Ally sounds like a broken record
Across a half year of notices about falling savings APYs, Ally has encouraged people to keep saving.
At one time, Ally was near the head of the pack with its savings rates. But the COVID-19 pandemic has stuck around, and in response—according to the bank—it has had to lower its rates, again and again. The bank has blamed the decreases on both the pandemic itself and on the Fed’s response to it. Simultaneously, the bank has promoted its savings tools. That creates a mixed message: A low savings rate suggests saving isn’t the best course of action, while savings tools suggest saving is still worthwhile.
In both the APY notice and after, Ally reminded customers they could get up to a $250 bonus for moving at least $1k from another institution into an existing Ally account.
Ally promoted its savings tools to try to make an Ally savings account still feel worth it. In May—this time in a less visually appealing email—Ally once again ascribed its rate lowering to the Fed’s response to COVID-19.
Ally reminded customers that its savings rate was still much higher than the national average.
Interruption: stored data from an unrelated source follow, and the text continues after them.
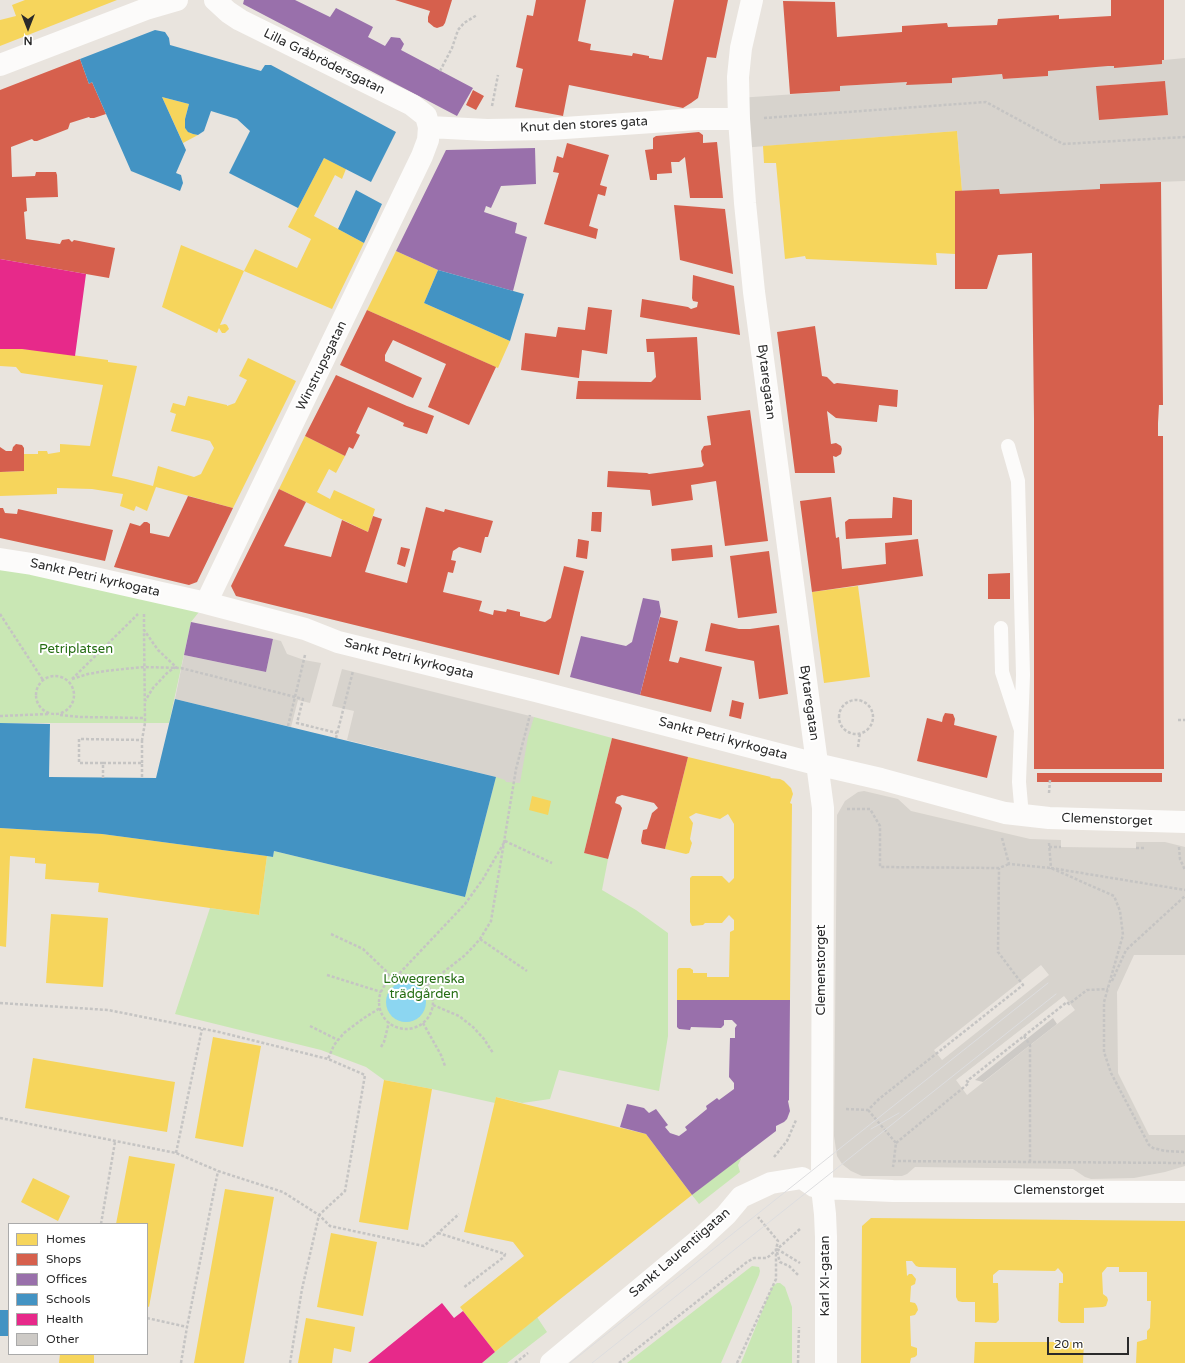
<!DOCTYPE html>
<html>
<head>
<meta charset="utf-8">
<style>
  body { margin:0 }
  #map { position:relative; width:1185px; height:1363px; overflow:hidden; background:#e9e4de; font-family:"Varela Round",sans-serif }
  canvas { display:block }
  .legend { position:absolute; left:8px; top:1223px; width:140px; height:132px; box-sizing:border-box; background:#fff; border:1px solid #aaa; margin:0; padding:5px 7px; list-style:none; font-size:12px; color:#2a2a2a }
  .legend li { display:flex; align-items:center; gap:8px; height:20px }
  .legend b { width:20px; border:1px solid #aaa }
  .north { position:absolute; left:8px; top:8px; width:40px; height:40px; -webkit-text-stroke:3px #fff; paint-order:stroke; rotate:180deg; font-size:11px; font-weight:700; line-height:16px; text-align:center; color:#2a2a2a }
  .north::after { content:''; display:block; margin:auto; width:14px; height:18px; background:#2a2a2a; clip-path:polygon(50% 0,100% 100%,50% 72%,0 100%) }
  .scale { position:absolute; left:1047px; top:1337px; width:82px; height:18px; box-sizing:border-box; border:2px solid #2a2a2a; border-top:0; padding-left:5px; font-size:12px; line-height:14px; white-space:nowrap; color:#2a2a2a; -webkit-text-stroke:3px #fff; paint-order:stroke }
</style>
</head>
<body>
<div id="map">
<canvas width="1185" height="1363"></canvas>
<ul class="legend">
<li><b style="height:11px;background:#f6d55c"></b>Homes</li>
<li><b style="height:11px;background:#d6604d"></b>Shops</li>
<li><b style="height:11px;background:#9970ab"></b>Offices</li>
<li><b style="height:11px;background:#4393c3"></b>Schools</li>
<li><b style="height:11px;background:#e7298a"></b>Health</li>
<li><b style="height:11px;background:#cdcac6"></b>Other</li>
</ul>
<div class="north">N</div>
<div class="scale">20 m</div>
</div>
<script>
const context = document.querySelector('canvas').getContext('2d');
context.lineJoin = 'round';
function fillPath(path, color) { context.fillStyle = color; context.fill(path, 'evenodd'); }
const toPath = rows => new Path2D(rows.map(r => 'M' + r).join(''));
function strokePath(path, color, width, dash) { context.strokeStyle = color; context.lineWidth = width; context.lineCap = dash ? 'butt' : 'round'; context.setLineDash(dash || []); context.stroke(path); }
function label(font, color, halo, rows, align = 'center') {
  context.font = font + ' "Varela Round",sans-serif'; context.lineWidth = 4; context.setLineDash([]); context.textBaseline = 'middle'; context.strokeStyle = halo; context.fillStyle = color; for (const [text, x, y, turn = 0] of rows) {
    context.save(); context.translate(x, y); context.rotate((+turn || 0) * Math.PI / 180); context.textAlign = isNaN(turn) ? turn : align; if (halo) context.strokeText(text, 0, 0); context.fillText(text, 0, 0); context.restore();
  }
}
const green = toPath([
  [0,559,206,603,191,622,169,723,0,723],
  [534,717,612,738,584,853,608,859,602,890,636,910,668,933,668,1036,659,1091,559,1070,550,1099,522,1103,496,1097,495,1103,432,1089,384,1080,366,1067,321,1050,175,1014,210,908,259,915,267,856,273,857,274,851,465,897,496,777],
  [740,1157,741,1159,738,1165,740,1172,699,1204,692,1195],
  [752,1266,759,1267,760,1271,759,1275,721,1363,627,1363],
  [777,1283,780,1283,785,1287,792,1307,792,1363,741,1363,772,1287],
  [537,1317,547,1332,507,1363,482,1363]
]);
const plaza = toPath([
  [1185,58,1185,181,1100,184,1100,189,1000,194,962,191,957,131,741,148,738,98,840,91,840,86,907,82,906,84,952,83,952,78,1002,74,1003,79,1048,76,1048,71],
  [1165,81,1168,115,1099,120,1097,86],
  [273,639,281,641,287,654,304,660,321,663,310,703,298,700,291,727,175,699,184,655,266,672],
  [342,669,534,717,528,737,520,783,506,782,505,780,496,777,347,740,354,711,332,706],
  [864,791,898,799,911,811,1030,839,1061,840,1061,847,1136,848,1136,842,1165,842,1185,847,1185,955,1134,955,1117,992,1118,1073,1149,1135,1185,1135,1185,1166,1165,1172,1134,1178,1091,1179,1085,1177,1073,1169,915,1167,907,1174,902,1176,862,1176,851,1171,842,1164,837,1156,834,1136,837,815,845,801,858,792],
  [1041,965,1049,975,942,1060,934,1050],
  [1064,996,1075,1010,967,1095,956,1080]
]);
const water = toPath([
  '386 1002a20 20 0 1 1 40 0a20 20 0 1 1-40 0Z'
]);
const homes = toPath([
  [25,0,117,0,0,46,0,20,16,16,12,5],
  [162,97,189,104,185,119,185,128,190,133,198,135,183,143],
  [957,131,962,191,955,191,955,254,936,253,937,265,806,259,805,256,785,259,776,163,764,163,763,146],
  [324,158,346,169,342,179,335,175,314,216,364,243,332,309,244,271,255,249,297,268,311,239,288,227],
  [181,245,244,271,220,325,225,324,227,325,229,329,225,333,222,333,219,328,217,333,162,307],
  [396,251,438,270,424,303,510,341,498,368,367,310],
  [0,349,22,349,36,350,108,360,108,362,137,366,112,476,126,479,153,486,158,466,194,477,201,474,214,448,210,441,171,431,176,414,170,412,173,403,185,406,188,396,227,405,227,406,235,403,247,380,239,376,248,358,296,381,233,508,156,487,147,511,136,506,134,511,120,506,123,494,92,489,57,488,57,494,0,496,0,472,24,471,24,454,38,454,38,451,47,451,48,454,60,452,60,444,90,446,103,385,21,373,16,367,0,366],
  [305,436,345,456,336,473,329,469,317,492,330,499,334,490,375,509,368,532,279,489],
  [858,586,870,677,824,683,812,592],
  [688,757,771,777,770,778,780,779,784,781,791,788,793,794,790,803,792,804,790,1000,677,1000,677,970,679,968,690,968,693,970,693,973,707,973,707,977,729,977,730,932,734,930,734,920,729,915,722,923,705,923,703,925,692,926,690,922,690,878,692,876,722,876,729,883,734,878,734,824,728,814,720,819,696,813,689,817,693,823,690,839,692,843,689,853,686,854,665,849],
  [532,796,551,801,548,815,529,810],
  [0,828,102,834,267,856,259,915,98,892,99,883,45,879,46,864,35,863,35,858,10,856,6,947,0,946],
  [51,914,108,918,103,987,46,983],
  [213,1037,261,1046,243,1147,195,1138],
  [33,1058,175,1082,167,1132,25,1108],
  [384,1080,432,1089,408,1230,359,1222],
  [496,1097,646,1134,692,1195,559,1300,495,1352,460,1307,524,1256,513,1242,464,1232],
  [129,1156,175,1164,149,1307,147,1306,147,1224,116,1224],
  [33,1178,70,1196,58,1221,21,1202],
  [225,1189,274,1197,244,1363,194,1363],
  [871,1218,1185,1221,1185,1363,1136,1363,1137,1342,1147,1339,1147,1331,1150,1328,1151,1301,1147,1301,1147,1272,1119,1272,1119,1267,1107,1267,1102,1273,1103,1294,1107,1297,1108,1300,1106,1306,1103,1307,1084,1308,1084,1323,1061,1323,1058,1321,1059,1283,1063,1283,1063,1274,1058,1268,1055,1271,999,1270,993,1275,993,1283,998,1283,999,1320,996,1323,975,1322,975,1302,962,1302,958,1301,956,1297,956,1268,919,1267,916,1266,912,1261,906,1261,907,1276,909,1274,912,1274,916,1279,915,1284,911,1286,910,1302,915,1303,917,1306,918,1310,915,1315,910,1316,911,1346,917,1348,917,1355,915,1357,911,1358,910,1363,861,1363,862,1226],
  [331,1233,377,1242,363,1316,317,1307],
  [306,1318,355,1327,351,1352,334,1348,332,1363,298,1363],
  [975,1342,1084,1342,1083,1363,974,1363],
  [60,1354,94,1354,94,1363,59,1363]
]);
const shops = toPath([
  [395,0,452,0,445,23,443,26,437,28,434,27,428,22,428,17,430,11],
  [536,0,586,0,578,41,591,44,590,50,632,56,633,53,649,56,649,58,662,60,674,0,728,0,716,58,707,57,698,98,691,103,683,108,569,85,563,116,515,107,523,69,516,67,527,15,533,16],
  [1111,0,1164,0,1164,60,1162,60,1162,64,1114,68,1114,66,1108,66,1048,71,1048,76,1003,79,1002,74,952,78,952,83,906,85,907,82,840,86,840,91,790,94,783,1,835,2,837,37,902,32,902,26,947,23,948,27,997,25,998,19,1059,15,1059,19,1111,16],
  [80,59,89,84,92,82,106,114,94,118,90,118,89,117,70,123,68,129,37,141,34,141,32,139,11,147,12,177,35,176,36,172,56,172,57,175,58,197,26,198,27,211,24,212,26,239,60,244,62,240,69,239,72,242,74,240,115,248,109,278,0,259,0,90],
  [1165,81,1168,115,1099,120,1096,86],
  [473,90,484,96,476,110,466,105],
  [699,132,703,135,703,143,717,142,723,198,690,198,685,157,679,162,671,162,672,173,657,174,657,180,650,180,645,150,653,149,653,138,656,136],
  [567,143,609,155,600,185,607,187,605,196,598,194,589,226,598,229,596,239,544,224,559,173,553,172,557,156,563,158],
  [1161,182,1163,405,1159,405,1158,423,1158,436,1163,436,1164,769,1034,769,1034,419,1032,253,998,255,987,289,955,289,955,191,999,189,1000,194,1100,189,1100,184],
  [674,205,725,209,733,274,680,260],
  [693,275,734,286,740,335,640,317,642,299,688,307,691,309,697,307,698,302,693,301,692,298],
  [588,307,612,310,607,354,582,350,579,378,521,370,525,333,556,337,558,327,585,330],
  [367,310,496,367,469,425,428,407,446,364,393,340,385,355,385,361,422,378,413,398,340,365],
  [815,326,822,376,827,377,834,384,837,383,898,390,897,407,879,405,877,422,836,418,827,411,831,444,836,443,841,446,842,449,841,454,836,457,833,456,835,473,795,473,777,332],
  [697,337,701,400,576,399,578,381,651,382,656,377,654,352,647,352,646,339],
  [336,375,407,406,434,416,427,434,403,426,404,423,368,407,356,433,360,435,353,449,349,447,345,456,305,436],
  [750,410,768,541,725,546,716,481,691,485,693,500,652,506,650,490,607,487,608,471,647,473,649,474,702,467,704,465,702,461,701,451,704,446,711,445,707,416],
  [16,444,22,445,24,448,24,471,0,472,0,447,6,451,12,451,13,447],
  [279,489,306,502,284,546,331,557,342,520,368,532,373,516,382,519,365,572,407,583,426,507,444,512,445,509,493,521,488,537,485,537,481,553,459,547,453,551,451,560,456,561,453,573,448,572,443,592,482,601,479,611,493,615,494,610,506,612,507,609,520,612,520,616,545,622,551,618,564,566,584,571,559,675,236,596,231,586],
  [188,496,233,508,197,582,189,585,114,567,130,523,140,526,144,522,147,522,150,524,150,533,169,537],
  [831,497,836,538,839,537,842,569,886,564,885,543,918,539,923,576,812,592,800,501],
  [893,497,912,500,912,535,846,539,845,522,849,519,892,518],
  [0,508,3,508,5,513,17,514,18,509,113,530,105,561,0,538],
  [592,512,602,512,601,532,591,531],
  [578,539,589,541,587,559,576,557],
  [712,545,713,557,672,561,671,549],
  [401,547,410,549,405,567,397,564],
  [769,551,777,613,738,618,730,556],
  [1010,573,1010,599,988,599,988,574],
  [660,617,678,621,669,661,678,663,680,657,722,667,711,712,640,695],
  [711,623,739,629,750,629,779,625,788,694,759,699,754,661,705,651],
  [732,700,744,703,741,719,729,716],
  [945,713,953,714,955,719,954,725,997,736,987,778,917,761,927,718,942,722,943,717],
  [612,738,688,757,665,849,642,844,641,841,643,830,647,829,652,813,658,808,654,803,622,795,617,797,615,803,620,805,622,808,608,859,584,853],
  [1037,773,1162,773,1162,782,1037,782]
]);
const offices = toPath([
  [244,0,295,0,330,17,336,8,373,27,368,37,385,46,391,37,400,38,404,44,401,50,473,88,457,116,243,4],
  [535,148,536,184,501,186,491,208,486,206,484,212,517,223,515,233,527,237,513,291,438,270,396,251,446,150],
  [643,598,659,601,661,612,640,695,570,677,581,636,626,646,632,642],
  [191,622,273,639,266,672,184,655],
  [677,1000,790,1000,789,1100,788,1101,790,1111,787,1119,784,1122,776,1126,776,1131,692,1195,646,1134,620,1127,627,1104,644,1108,649,1113,656,1109,668,1125,665,1127,670,1133,679,1136,687,1130,685,1127,707,1109,706,1106,717,1098,719,1100,734,1089,734,1083,729,1077,730,1038,735,1038,735,1028,737,1025,732,1020,724,1020,724,1025,721,1028,691,1027,690,1030,679,1029,677,1027]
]);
const schools = toPath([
  [155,30,165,32,169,38,170,45,261,71,265,65,271,65,396,132,371,182,324,158,298,208,229,173,250,131,237,119,211,111,204,131,198,135,193,134,188,132,185,128,185,119,189,104,162,97,186,150,176,173,181,175,183,183,180,191,131,171,92,82,89,84,80,59],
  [356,190,382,204,364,243,338,229],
  [438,270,524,294,510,341,424,303],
  [175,699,496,777,465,897,274,851,273,857,267,856,102,834,0,828,0,723,50,724,49,777,156,778],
  [0,1310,9,1310,9,1336,0,1336]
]);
const health = toPath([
  [0,259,86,274,75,356,22,349,0,349],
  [442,1303,454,1318,463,1311,495,1352,482,1363,368,1363]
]);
const building = toPath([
  [1053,1018,1057,1024,983,1082,975,1080]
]);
const path = toPath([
  [440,71,452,48,458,30,464,23,477,15],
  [492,106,498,75],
  [764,118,986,102,1063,144,1185,137],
  [0,614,43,680],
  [144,614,144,630,158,650,176,667,168,672,153,688,145,701],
  '36 695a19 19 0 1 1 38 0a19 19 0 1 1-38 0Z',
  [72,679,88,674,105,671,144,667,181,668,303,699,297,723,337,733],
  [72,679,138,614],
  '839 717a17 17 0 1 1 34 0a17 17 0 1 1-34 0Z',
  [60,715,81,717,145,718],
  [0,716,49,714],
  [1178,720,1185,720],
  [288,726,305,655],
  [336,738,353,671],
  [142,740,142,763],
  [858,747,860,733],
  [103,763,79,763,79,739,142,740,145,723,144,630],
  [103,778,103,763,142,763,142,778],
  [1049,793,1050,780],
  [847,809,870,809,880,826,880,867,999,868,1009,864],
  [1002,838,1009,864,1051,868,1114,896,1120,911,1123,935,1104,1002,1104,1052,1111,1073,1149,1145,1153,1148,1165,1151,1185,1152],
  [1049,843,1051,868,1185,890],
  [1049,847,1061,847],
  [1179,847,1180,859,1185,870],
  [1136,848,1146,848],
  [331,934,363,949,386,971,392,980],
  [480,939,527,971],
  [327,975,381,992],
  '379 1002a27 27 0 1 1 54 0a27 27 0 1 1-54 0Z',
  [396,977,465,904,483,879,505,841,552,863],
  [1112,981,1126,950,1185,896],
  [427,985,464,956,473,947,480,939,491,921,516,769,530,715],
  [0,1003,108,1010,219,1032,328,1059],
  [433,1005,459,1016,473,1027,484,1039,493,1053],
  [423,1023,441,1055,445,1066],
  [310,1026,338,1040],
  [1024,1036,1030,1045,1030,1162],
  [381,1047,384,1042,389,1022],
  [846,1109,868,1110,879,1099,1023,985,998,952,999,868],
  [868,1110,896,1143,893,1167],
  [0,1118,176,1153,218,1171,283,1192,319,1215,330,1226,419,1245,424,1246,459,1214],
  [896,1143,969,1083,967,1081,1067,1002,1069,1004,1087,990,1108,989],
  [176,1153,202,1029],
  [774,1157,787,1141,796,1120],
  [893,1161,1185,1163],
  [101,1224,115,1142],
  [438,1233,505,1254,504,1257,463,1288],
  [777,1249,800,1263],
  [777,1252,780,1262,789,1266,799,1276],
  [147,1318,187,1327],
  [181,1363,187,1327,218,1171],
  [290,1363,302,1289,319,1215,345,1191,365,1075,328,1059,334,1045,344,1033,364,1018,380,1008],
  [515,1363,528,1353],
  [619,1363,747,1262,754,1258,767,1258,800,1229],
  [737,1363,776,1279,776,1249,778,1241,758,1217],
  [798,1363,799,1327]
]);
const service = toPath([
  [1008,446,1018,481,1023,675,1021,730],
  [1001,628,1002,672,1021,730,1019,782,1022,816]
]);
const minor = toPath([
  [752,0,741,48,738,77,739,119,745,203,754,292,823,808,822,1188,825,1214,826,1237,826,1363],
  [0,65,146,9,177,0],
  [429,127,487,130,550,129,697,119,739,119],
  [0,559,32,564,206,603,305,629,338,642,536,691,816,764,881,779,1005,813,1049,818,1185,822],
  [206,603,422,156,428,140,429,127,426,116,412,105,240,20,228,12,215,0],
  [551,1363,700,1239,726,1215,741,1197,771,1183,802,1178,814,1186,822,1188,893,1191,1185,1192]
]);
const tram = toPath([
  [871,1129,899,1113],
  [570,1363,1048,983],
  [592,1363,1056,994]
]);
const streetNames = [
  ["Lilla Gråbrödersgatan",324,62,26],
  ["Knut den stores gata",584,125,-3],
  ["Winstrupsgatan",322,366,-64],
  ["Bytaregatan",766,382,83],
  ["Sankt Petri kyrkogata",95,578,13],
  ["Sankt Petri kyrkogata",409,659,14],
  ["Bytaregatan",809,703,82],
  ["Sankt Petri kyrkogata",723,739,15],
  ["Clemenstorget",1107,820,2],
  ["Clemenstorget",822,970,-90],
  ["Clemenstorget",1059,1191],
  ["Sankt Laurentiigatan",680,1253,-41],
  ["Karl XI-gatan",826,1276,-90]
];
const parkNames = [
  ["Petriplatsen",76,650],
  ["Löwegrenska",424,980],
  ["trädgården",424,995]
];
fillPath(green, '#c9e7b4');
fillPath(plaza, '#d7d3cd');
fillPath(water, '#8cd6f1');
fillPath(homes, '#f6d55c');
fillPath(shops, '#d6604d');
fillPath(offices, '#9970ab');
fillPath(schools, '#4393c3');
fillPath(health, '#e7298a');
fillPath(building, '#cdcac6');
strokePath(path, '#c5c4c3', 2.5, [3, 2]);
strokePath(service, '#fcfbfa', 14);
strokePath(minor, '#fcfbfa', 22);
strokePath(tram, '#dddddf', 1);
label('13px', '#2a2a2a', '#fff', streetNames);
label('13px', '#256d13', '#fff', parkNames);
</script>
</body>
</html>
A few days later, Ally hyped one of its newer tools, Surprise Savings, which automatically transfers “unused” money from checking accounts to a savings account.
Despite continuing to drop its rate, Ally stressed that it was still helping customers “grow [their] money.” In encouraging consumers to set recurring transfers into their savings account, Ally attempted to make the account still feel valuable.
In its August notice, Ally linked to educational resources and, in other messages, shifted the focus away from savings. Ally skipped the post-notice promo email in August. Instead, much of its email that month and into September was about other low rates—namely, mortgage rates.
Ally’s messages continue to be contradictory.
What we think
Ally is trying to strike a balance: On the one hand, in letting consumers know savings rates are continuing to decrease, Ally is making its savings accounts less useful. On the other hand, by showcasing savings features and tools, Ally is still trying to demonstrate their utility.
But there was an important, though subtle, change in September: Ally’s first recommendation was about investing, not saving. It’s a savvy strategy to keep people’s money in the bank’s products while steering it away from savings accounts. And the advice makes Ally out to be a benevolent brand.